Monday marked the beginning of a new form of learning for Madison County School system students after the coronavirus forced schools to shut down. The district's Blended Learning Plan went into effect, where students were provided access to online assignments. Those who don't have internet access were provided with lesson packets.
Dylan Selvage is a junior at New Hope High School and described what day one was like.
"You have to get online, watch a video, and figure out all the answers for yourself, so you don't have a teacher to ask questions, and be like can you help me find this in the book, or video, you gotta find it for yourself," Selvage said.
Selvage is one of nearly 20,000 students in the Madison County School District who will finish the school year online, due to the coronavirus.
"I always dread getting up for school but after this, I'd rather be in class," Selvage said.
Selvage says his first assignments weren't hard, just different. Anthony Harbin is a sophomore at Hazel Green High School and agrees.
"It's less pressure to finish it than it would be in school, so it feels like it's more about learning, than the grade," Harbin said.
Harbin says the challenge is in communication.
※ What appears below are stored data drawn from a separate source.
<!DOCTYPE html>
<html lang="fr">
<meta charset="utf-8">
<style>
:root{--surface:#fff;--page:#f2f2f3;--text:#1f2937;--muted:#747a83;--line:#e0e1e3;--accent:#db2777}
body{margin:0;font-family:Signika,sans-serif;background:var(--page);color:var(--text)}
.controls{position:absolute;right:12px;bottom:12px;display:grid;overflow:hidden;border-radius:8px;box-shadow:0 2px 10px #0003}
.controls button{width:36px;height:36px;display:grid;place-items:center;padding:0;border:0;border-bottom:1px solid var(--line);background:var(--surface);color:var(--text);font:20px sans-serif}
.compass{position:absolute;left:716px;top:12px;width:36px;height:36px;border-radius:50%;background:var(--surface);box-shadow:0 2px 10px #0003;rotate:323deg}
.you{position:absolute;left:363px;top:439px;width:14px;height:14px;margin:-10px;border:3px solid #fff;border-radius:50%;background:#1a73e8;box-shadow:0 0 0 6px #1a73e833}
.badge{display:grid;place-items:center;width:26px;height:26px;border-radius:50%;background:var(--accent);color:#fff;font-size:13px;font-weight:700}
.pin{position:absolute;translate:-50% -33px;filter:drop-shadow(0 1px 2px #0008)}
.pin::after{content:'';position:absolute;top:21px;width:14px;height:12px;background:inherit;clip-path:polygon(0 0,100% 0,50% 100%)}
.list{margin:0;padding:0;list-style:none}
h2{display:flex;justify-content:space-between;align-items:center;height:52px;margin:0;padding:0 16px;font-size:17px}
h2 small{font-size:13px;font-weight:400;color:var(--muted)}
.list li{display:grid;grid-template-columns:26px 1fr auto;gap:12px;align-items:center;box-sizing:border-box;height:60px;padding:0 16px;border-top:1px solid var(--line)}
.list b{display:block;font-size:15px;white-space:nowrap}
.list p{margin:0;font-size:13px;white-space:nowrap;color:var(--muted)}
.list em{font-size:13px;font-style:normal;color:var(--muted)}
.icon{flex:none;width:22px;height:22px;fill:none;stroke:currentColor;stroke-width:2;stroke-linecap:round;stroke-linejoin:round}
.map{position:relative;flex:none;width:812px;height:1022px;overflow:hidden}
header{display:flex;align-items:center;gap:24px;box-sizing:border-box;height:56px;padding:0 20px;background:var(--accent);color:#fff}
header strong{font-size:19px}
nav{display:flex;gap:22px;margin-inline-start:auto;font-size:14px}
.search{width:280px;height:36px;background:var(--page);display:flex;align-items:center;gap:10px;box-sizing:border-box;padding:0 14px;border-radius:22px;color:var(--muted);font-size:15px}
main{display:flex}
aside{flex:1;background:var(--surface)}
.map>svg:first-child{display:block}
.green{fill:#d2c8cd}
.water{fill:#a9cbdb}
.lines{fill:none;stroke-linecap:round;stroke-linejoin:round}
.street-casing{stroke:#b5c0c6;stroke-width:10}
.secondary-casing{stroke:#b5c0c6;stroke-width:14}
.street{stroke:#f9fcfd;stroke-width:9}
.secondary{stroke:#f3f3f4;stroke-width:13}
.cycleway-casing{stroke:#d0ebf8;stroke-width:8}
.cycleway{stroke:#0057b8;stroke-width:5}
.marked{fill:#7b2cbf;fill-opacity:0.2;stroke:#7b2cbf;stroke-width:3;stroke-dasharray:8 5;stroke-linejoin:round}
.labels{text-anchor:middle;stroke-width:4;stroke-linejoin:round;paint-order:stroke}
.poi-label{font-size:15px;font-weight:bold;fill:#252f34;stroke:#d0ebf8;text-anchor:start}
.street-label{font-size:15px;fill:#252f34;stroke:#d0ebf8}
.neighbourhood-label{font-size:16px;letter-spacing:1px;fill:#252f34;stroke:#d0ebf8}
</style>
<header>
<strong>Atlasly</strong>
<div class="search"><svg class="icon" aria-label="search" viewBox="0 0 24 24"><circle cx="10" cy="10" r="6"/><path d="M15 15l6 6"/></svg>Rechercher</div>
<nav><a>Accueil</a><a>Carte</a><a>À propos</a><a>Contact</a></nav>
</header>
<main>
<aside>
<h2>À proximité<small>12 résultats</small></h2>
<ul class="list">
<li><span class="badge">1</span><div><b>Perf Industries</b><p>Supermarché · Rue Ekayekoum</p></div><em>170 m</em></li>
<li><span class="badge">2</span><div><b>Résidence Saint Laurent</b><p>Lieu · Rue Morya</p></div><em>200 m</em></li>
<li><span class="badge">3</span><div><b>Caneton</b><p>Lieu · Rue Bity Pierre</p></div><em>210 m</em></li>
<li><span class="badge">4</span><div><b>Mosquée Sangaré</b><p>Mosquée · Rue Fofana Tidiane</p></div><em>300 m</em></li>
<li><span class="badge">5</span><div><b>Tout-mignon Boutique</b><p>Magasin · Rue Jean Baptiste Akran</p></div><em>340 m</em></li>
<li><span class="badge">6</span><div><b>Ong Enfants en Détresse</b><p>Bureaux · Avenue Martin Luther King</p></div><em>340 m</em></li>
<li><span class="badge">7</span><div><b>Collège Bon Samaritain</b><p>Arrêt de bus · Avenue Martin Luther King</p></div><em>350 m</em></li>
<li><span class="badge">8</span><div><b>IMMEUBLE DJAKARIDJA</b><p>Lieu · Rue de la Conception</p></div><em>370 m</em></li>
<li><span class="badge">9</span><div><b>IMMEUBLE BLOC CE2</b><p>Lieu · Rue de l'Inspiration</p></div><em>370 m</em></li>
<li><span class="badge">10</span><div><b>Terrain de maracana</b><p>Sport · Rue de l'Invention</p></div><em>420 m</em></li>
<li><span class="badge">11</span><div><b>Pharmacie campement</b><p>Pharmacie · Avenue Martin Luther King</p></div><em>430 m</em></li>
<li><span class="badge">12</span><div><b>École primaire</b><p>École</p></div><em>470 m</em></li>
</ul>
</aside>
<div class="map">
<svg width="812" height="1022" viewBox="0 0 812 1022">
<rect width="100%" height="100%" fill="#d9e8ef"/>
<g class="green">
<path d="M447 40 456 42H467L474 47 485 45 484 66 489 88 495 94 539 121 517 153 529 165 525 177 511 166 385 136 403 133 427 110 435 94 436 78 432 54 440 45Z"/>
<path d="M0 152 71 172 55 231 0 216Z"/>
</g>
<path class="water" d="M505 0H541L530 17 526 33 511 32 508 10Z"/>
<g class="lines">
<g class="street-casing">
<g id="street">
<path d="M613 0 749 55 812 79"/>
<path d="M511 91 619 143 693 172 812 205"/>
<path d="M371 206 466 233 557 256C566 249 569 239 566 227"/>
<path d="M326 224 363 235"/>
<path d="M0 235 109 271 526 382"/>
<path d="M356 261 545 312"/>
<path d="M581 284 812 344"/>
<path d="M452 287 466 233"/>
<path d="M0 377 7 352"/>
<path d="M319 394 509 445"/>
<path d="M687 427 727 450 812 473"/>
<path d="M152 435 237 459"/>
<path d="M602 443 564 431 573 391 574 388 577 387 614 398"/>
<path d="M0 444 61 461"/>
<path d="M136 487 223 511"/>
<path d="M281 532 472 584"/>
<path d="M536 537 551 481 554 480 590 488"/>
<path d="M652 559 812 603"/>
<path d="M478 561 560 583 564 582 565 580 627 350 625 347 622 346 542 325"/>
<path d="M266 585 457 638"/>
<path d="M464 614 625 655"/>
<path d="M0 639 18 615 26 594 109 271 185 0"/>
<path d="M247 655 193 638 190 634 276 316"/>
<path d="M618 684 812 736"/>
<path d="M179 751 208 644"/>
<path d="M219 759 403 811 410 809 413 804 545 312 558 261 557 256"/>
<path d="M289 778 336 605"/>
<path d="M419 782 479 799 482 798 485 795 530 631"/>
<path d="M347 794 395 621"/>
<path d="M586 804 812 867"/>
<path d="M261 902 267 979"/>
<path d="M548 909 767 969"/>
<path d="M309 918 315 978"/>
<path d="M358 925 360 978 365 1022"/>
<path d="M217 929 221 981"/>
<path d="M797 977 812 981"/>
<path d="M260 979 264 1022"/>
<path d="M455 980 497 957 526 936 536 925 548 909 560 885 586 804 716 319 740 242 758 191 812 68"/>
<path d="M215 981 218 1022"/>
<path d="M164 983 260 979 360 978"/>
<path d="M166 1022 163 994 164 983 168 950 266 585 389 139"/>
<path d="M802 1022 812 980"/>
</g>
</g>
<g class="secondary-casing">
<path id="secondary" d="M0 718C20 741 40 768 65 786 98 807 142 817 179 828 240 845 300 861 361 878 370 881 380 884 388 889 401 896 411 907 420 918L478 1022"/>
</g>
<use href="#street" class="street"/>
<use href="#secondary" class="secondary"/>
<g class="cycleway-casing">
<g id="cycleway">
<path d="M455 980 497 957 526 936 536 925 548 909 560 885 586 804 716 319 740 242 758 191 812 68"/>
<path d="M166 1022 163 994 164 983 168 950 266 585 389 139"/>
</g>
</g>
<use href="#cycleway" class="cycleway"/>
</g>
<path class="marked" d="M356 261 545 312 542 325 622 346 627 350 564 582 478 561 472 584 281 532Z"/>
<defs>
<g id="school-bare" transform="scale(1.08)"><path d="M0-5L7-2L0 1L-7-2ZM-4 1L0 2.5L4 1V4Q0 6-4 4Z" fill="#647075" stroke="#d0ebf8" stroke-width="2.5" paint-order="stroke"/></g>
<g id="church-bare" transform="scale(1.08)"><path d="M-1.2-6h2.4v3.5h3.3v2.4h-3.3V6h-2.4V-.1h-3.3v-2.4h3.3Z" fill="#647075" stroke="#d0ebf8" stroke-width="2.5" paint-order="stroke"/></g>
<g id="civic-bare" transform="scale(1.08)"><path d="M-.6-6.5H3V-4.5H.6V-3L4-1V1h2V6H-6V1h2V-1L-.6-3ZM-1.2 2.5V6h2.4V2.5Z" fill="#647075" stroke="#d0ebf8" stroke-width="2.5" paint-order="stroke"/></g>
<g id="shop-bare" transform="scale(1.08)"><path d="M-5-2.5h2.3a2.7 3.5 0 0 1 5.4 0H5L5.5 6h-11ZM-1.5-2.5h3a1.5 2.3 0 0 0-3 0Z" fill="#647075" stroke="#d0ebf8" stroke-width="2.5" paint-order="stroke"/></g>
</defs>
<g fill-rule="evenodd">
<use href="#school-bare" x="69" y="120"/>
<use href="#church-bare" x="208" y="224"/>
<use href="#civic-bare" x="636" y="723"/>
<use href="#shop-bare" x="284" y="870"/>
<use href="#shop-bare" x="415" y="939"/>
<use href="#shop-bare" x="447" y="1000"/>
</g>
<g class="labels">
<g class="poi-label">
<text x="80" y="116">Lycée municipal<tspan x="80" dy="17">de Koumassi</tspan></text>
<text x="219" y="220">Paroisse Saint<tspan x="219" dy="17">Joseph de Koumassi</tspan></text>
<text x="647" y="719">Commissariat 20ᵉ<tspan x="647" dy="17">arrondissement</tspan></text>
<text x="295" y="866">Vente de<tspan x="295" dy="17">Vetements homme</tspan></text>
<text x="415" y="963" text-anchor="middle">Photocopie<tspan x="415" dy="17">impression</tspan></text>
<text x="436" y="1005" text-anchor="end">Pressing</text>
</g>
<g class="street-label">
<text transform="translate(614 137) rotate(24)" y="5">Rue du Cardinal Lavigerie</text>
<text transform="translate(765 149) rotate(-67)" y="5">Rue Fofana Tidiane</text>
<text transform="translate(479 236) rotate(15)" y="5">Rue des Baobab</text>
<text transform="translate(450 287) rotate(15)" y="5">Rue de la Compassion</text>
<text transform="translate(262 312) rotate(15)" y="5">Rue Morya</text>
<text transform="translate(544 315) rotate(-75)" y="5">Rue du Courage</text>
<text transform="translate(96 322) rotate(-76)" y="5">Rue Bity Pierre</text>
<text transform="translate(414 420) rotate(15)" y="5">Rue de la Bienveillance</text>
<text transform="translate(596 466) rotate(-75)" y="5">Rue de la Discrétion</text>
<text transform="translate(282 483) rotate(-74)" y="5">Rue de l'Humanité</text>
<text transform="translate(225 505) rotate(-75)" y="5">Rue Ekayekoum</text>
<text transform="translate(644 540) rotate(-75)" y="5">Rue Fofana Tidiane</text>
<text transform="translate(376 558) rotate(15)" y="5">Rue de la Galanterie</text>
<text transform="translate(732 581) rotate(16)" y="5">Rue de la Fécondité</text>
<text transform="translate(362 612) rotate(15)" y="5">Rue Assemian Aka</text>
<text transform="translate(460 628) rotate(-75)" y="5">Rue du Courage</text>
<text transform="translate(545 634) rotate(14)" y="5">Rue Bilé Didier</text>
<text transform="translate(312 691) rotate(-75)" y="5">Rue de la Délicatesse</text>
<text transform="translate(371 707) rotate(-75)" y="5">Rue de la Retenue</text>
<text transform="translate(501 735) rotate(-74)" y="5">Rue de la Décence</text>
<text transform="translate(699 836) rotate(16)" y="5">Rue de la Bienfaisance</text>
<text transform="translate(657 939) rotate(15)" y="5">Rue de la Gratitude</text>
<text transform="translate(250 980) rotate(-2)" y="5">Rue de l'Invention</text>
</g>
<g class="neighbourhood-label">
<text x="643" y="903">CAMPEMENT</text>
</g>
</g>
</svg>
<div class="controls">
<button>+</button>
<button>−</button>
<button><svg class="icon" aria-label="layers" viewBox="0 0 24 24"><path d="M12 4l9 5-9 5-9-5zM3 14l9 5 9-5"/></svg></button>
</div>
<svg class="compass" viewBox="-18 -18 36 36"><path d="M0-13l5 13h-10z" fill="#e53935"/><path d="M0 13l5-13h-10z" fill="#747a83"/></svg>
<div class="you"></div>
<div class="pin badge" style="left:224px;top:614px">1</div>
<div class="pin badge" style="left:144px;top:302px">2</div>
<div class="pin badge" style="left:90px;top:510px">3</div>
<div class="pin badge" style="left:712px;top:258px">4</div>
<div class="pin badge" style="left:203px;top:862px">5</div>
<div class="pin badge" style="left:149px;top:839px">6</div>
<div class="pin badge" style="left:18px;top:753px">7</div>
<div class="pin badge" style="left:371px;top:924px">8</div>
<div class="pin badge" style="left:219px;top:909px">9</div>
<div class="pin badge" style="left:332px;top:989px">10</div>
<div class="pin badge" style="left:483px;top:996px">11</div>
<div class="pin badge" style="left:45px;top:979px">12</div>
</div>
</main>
"If you don't understand something, sometimes it's hard to explain it over devices instead of in person where teachers explain something to you," Harbin said.
Harbin says he misses being in the classroom, learning hands-on, with other students surrounding him. The learning has changed, but the students are positive.
"I think it's going to work out for us, for the best, in the end, Selvage said.
The school district says 70 percent of students use the online program, 30 percent are using hardcopy packets. The district website says this program is "all about equity" and serves every child.